=== EXERCISE MATERIAL ===
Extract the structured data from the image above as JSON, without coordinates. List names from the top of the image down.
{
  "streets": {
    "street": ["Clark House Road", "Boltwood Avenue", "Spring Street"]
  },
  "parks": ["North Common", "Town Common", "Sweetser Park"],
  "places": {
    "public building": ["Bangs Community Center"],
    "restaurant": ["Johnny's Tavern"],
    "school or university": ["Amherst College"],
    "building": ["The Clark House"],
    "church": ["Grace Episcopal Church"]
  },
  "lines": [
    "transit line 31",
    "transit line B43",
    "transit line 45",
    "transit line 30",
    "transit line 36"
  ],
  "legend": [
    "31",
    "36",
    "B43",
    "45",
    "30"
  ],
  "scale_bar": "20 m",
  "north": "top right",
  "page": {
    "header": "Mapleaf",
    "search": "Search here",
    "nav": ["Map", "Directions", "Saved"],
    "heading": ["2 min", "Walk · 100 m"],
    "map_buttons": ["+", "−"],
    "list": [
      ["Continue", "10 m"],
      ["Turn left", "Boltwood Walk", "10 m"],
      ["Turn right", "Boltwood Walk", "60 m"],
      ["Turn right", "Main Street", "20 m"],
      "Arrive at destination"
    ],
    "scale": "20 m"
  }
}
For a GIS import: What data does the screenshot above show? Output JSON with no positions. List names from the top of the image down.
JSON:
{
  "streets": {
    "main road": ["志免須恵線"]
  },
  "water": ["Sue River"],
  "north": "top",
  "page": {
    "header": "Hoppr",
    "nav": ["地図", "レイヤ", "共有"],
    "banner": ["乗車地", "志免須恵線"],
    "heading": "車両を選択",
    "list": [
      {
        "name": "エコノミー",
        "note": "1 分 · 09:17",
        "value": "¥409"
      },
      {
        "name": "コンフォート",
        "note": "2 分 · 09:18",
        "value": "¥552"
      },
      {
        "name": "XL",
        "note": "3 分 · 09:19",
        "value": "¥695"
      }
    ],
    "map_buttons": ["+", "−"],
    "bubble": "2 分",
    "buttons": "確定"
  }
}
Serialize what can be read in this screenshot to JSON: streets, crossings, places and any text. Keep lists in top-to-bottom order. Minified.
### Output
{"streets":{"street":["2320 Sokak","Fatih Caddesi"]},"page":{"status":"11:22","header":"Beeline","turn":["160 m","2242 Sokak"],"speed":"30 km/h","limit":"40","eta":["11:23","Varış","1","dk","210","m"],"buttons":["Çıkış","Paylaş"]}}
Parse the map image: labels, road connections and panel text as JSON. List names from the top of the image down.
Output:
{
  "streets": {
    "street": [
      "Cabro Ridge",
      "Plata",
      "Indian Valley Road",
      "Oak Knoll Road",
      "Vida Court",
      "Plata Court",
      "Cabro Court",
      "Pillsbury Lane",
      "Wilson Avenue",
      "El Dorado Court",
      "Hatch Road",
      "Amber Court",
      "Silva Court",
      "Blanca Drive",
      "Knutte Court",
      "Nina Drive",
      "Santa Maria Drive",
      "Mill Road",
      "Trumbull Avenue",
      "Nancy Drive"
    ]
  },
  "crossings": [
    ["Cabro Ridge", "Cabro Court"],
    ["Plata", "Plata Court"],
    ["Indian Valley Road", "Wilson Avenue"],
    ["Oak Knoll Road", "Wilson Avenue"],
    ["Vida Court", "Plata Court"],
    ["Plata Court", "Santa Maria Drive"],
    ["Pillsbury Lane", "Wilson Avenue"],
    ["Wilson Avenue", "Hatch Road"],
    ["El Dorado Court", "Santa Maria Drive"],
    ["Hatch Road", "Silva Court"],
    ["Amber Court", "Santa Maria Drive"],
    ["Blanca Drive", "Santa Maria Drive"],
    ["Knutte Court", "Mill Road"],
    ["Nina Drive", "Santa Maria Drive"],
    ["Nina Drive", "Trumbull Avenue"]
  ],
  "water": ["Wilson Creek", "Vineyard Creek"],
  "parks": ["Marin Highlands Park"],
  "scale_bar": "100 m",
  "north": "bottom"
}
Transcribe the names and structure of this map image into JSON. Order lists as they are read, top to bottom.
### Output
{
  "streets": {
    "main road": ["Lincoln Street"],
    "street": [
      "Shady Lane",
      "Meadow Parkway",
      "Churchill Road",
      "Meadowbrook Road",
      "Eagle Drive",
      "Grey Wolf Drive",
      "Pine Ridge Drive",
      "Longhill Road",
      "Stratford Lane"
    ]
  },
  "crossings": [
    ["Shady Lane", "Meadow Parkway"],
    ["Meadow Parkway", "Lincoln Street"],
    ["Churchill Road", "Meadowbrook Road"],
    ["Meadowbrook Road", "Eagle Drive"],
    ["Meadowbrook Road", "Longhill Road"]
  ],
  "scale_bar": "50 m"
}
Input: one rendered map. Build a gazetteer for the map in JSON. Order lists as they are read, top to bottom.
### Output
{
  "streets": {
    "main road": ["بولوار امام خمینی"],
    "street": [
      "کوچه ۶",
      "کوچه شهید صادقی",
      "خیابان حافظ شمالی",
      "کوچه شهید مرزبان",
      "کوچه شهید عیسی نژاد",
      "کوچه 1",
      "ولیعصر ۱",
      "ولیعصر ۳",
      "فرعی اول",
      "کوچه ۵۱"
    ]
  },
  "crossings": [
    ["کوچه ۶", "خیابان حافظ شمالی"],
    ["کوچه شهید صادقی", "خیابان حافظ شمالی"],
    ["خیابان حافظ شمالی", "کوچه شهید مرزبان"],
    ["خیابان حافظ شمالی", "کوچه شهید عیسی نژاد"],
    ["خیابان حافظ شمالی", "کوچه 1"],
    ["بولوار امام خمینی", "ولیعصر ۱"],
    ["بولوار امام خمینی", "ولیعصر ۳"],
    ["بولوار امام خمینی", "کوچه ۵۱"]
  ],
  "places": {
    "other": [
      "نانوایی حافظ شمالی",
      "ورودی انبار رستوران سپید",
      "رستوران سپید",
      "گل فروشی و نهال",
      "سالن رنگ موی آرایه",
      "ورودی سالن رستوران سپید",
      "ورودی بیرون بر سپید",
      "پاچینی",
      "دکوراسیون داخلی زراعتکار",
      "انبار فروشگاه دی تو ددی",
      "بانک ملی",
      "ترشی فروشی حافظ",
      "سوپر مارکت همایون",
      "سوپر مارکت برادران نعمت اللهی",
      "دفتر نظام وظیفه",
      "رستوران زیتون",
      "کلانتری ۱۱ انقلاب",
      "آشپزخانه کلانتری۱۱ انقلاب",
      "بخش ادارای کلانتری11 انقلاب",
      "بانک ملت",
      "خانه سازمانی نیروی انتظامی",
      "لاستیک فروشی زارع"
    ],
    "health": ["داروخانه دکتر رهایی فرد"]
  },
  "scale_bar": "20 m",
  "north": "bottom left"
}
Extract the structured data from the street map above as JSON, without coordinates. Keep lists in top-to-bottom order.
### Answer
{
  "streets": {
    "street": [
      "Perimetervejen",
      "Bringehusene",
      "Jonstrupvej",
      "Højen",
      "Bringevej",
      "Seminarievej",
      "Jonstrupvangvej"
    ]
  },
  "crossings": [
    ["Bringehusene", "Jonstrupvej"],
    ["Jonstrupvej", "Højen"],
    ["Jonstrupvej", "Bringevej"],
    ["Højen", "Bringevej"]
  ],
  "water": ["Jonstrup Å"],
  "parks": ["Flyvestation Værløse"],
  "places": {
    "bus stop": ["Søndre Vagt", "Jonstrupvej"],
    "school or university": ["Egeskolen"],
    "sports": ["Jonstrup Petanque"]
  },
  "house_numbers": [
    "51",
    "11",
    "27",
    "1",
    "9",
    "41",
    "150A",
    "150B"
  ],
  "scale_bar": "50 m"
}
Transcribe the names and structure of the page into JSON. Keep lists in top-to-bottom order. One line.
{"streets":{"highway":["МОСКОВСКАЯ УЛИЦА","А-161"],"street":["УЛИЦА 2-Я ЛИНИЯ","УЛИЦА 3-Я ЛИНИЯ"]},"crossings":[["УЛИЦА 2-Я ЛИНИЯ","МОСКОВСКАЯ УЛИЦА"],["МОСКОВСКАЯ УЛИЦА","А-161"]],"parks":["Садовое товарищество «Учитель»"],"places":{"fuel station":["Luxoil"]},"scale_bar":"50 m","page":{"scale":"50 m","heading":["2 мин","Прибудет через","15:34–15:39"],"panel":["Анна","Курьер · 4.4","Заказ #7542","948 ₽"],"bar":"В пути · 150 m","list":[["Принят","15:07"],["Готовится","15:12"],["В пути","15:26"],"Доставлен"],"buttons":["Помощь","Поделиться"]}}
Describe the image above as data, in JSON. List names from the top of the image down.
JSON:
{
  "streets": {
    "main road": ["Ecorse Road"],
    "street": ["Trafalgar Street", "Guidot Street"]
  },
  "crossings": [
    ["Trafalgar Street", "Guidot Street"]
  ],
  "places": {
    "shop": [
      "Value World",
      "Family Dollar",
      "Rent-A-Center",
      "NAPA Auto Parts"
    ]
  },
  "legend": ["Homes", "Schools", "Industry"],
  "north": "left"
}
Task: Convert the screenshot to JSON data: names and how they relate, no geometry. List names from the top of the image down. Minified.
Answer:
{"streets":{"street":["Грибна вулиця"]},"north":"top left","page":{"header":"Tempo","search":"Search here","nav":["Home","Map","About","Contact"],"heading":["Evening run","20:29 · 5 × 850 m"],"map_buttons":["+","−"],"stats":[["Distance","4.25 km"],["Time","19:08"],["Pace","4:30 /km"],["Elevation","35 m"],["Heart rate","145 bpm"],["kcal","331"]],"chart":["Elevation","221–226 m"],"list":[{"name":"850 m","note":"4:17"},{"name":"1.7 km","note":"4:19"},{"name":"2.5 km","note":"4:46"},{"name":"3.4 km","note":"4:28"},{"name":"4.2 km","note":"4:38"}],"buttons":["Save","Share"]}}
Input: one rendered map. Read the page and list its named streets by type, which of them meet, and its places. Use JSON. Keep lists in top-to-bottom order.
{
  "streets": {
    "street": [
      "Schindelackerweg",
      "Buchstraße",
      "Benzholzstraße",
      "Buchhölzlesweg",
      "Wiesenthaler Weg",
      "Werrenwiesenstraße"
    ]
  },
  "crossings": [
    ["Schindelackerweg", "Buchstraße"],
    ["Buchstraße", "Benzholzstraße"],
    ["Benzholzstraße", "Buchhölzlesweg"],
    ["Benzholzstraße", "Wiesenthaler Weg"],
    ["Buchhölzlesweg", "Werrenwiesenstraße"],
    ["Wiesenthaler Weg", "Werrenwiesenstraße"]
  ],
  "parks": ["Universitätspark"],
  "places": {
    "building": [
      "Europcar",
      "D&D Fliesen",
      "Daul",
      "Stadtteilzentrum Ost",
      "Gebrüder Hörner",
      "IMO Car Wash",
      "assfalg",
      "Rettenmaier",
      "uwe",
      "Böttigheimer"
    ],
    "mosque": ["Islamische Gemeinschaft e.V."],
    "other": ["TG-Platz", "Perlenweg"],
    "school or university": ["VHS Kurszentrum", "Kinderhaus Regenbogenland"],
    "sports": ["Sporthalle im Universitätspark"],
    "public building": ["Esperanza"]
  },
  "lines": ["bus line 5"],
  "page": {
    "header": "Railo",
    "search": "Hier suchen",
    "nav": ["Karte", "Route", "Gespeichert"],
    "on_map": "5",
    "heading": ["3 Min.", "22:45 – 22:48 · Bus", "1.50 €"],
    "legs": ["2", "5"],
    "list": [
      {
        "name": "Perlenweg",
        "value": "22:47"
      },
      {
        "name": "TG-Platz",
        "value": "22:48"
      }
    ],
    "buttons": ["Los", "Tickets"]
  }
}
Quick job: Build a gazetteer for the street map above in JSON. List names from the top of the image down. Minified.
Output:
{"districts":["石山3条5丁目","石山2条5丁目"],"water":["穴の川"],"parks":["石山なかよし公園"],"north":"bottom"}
===
→ **AIM OF THE TASK**: The response must contain exactly the lines from the one with "Quick job: Build" through the last line of the material above, both ends included, and no others.

→ **FINISHED TASK**:
Quick job: Build a gazetteer for the street map above in JSON. List names from the top of the image down. Minified.
Output:
{"districts":["石山3条5丁目","石山2条5丁目"],"water":["穴の川"],"parks":["石山なかよし公園"],"north":"bottom"}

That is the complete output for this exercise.